What to expect if you visit


A reindeer in norway

Photo: Visit Norway/Christian Roth Christensen


If you visit Up North Sámi Adventures, don’t expect a touristy experience. Instead, expect a peek into the everyday lives of the vibrant and unique group of people. You’ll hear their stories and see firsthand the work that goes into being a reindeer herder.

If you’re lucky, you may get a chance to hear someone joiking. To simply describe it as a song really diminishes the true, deeper meaning of a joik, although it does somewhat resemble a melodic song. Máre spoke highly of her husband’s beautiful joiking voice as she explained the meaning of it to me. “A joik is more like a feeling that comes to you and just inspires you — and then it just comes out. It’s very in touch with nature.”

You may even see someone wearing traditional Sámi clothing, known as gákti. Bæhr explained that they typically wear these for celebrations, though there’s also everyday gákti. It’s less common to see younger Sámi wearing them outside of special occasions, but he said his grandmother still wears gákti every day.

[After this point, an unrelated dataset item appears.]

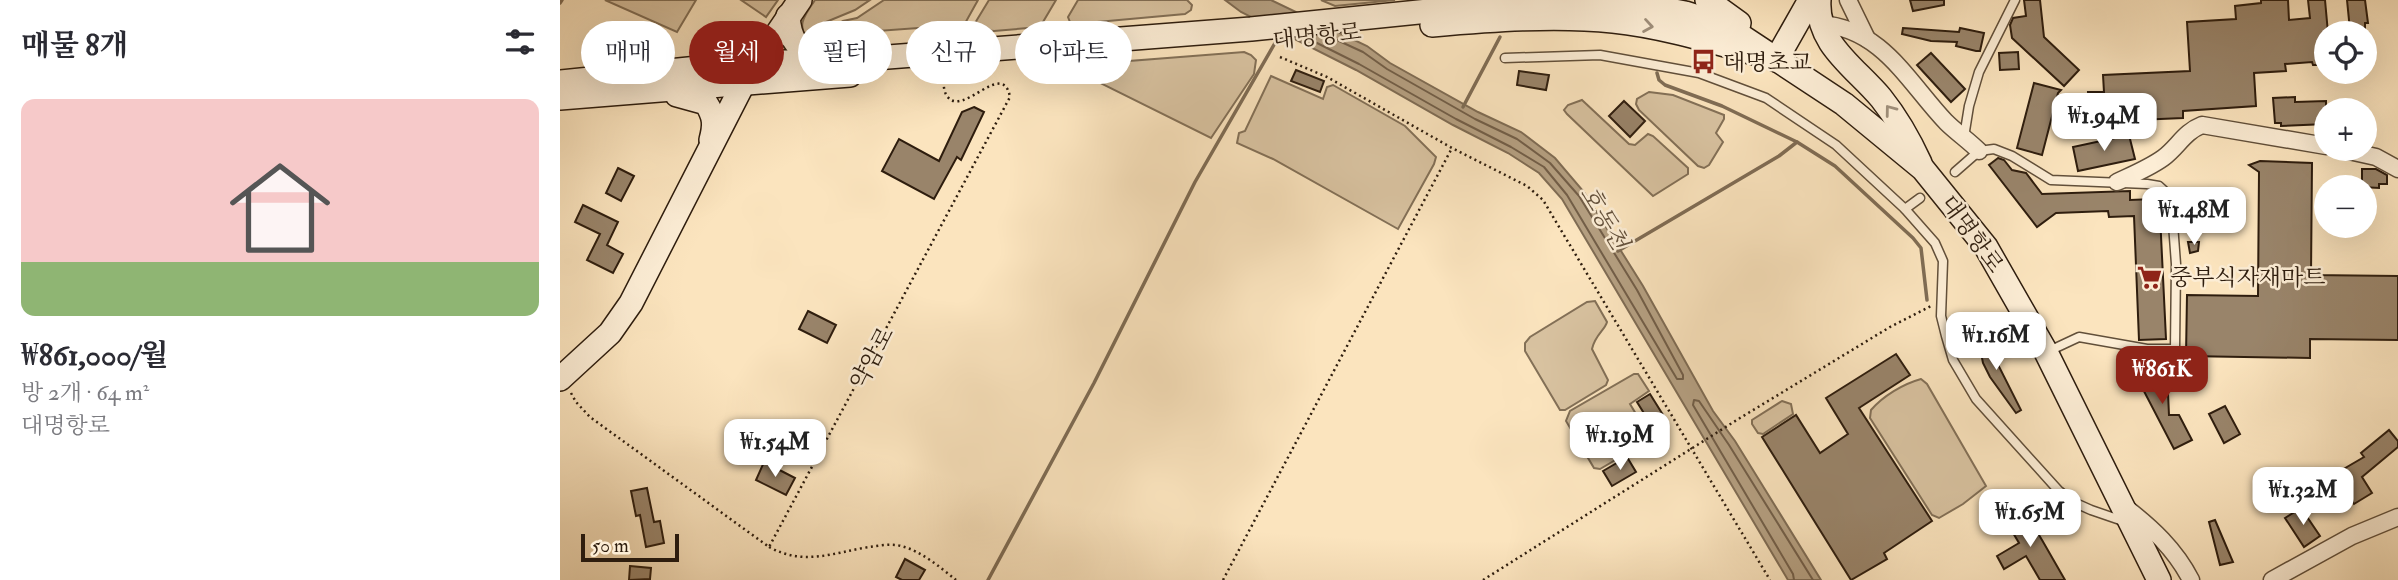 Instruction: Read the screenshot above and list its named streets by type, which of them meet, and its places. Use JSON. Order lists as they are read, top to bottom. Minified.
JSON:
{"streets":{"main road":["대명항로"],"path":["약암로"]},"water":["호동천"],"places":{"bus stop":["대명초교"],"supermarket":["중부식자재마트"]},"scale_bar":"50 m","page":{"heading":"매물 8개","map_buttons":["+","−"],"chip":["매매","월세","필터","신규","아파트"],"list":[{"name":"₩861,000/월","note":"방 2개 · 64 m² · 대명항로"}],"price":["₩1.94M","₩1.48M","₩1.16M","₩861K","₩1.19M","₩1.54M","₩1.32M","₩1.65M"],"scale":"50 m"}}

Visitors can also make a multi-day journey with the Up North herd during the reindeer migration. But they admit the migration can be challenging, and experience isn’t for everyone. Travelers interested in participating in the migration are vetted to make sure they’re prepared for what it’s like to travel in arctic conditions. That ensures it’s a good experience for everyone involved, including the reindeer.

When to visit


Sami reindeer herders - up north

Baehr leading reindeer while migrating them between grazing areas. Photo: Up North Sami Adventures


If you’re interested in learning more about Sámi reindeer herders and their traditional culture, book an experience with Up North Sámi Adventures or Tromsø Arctic Reindeer. Some experiences are seasonal, but many are offered all year. The reindeer feeding and sledding experience I did is available from November to early April. Rates for reindeer encounters start around 1590 NOK, or about $143.

Both companies are owned by indigenous Sámi families. By visiting, you’ll not only help offset the increasing costs they face due to climate change, but also gain a genuine appreciation for the culture — especially knowing your tourism dollars are helping keep their stories and heritage alive for future generations.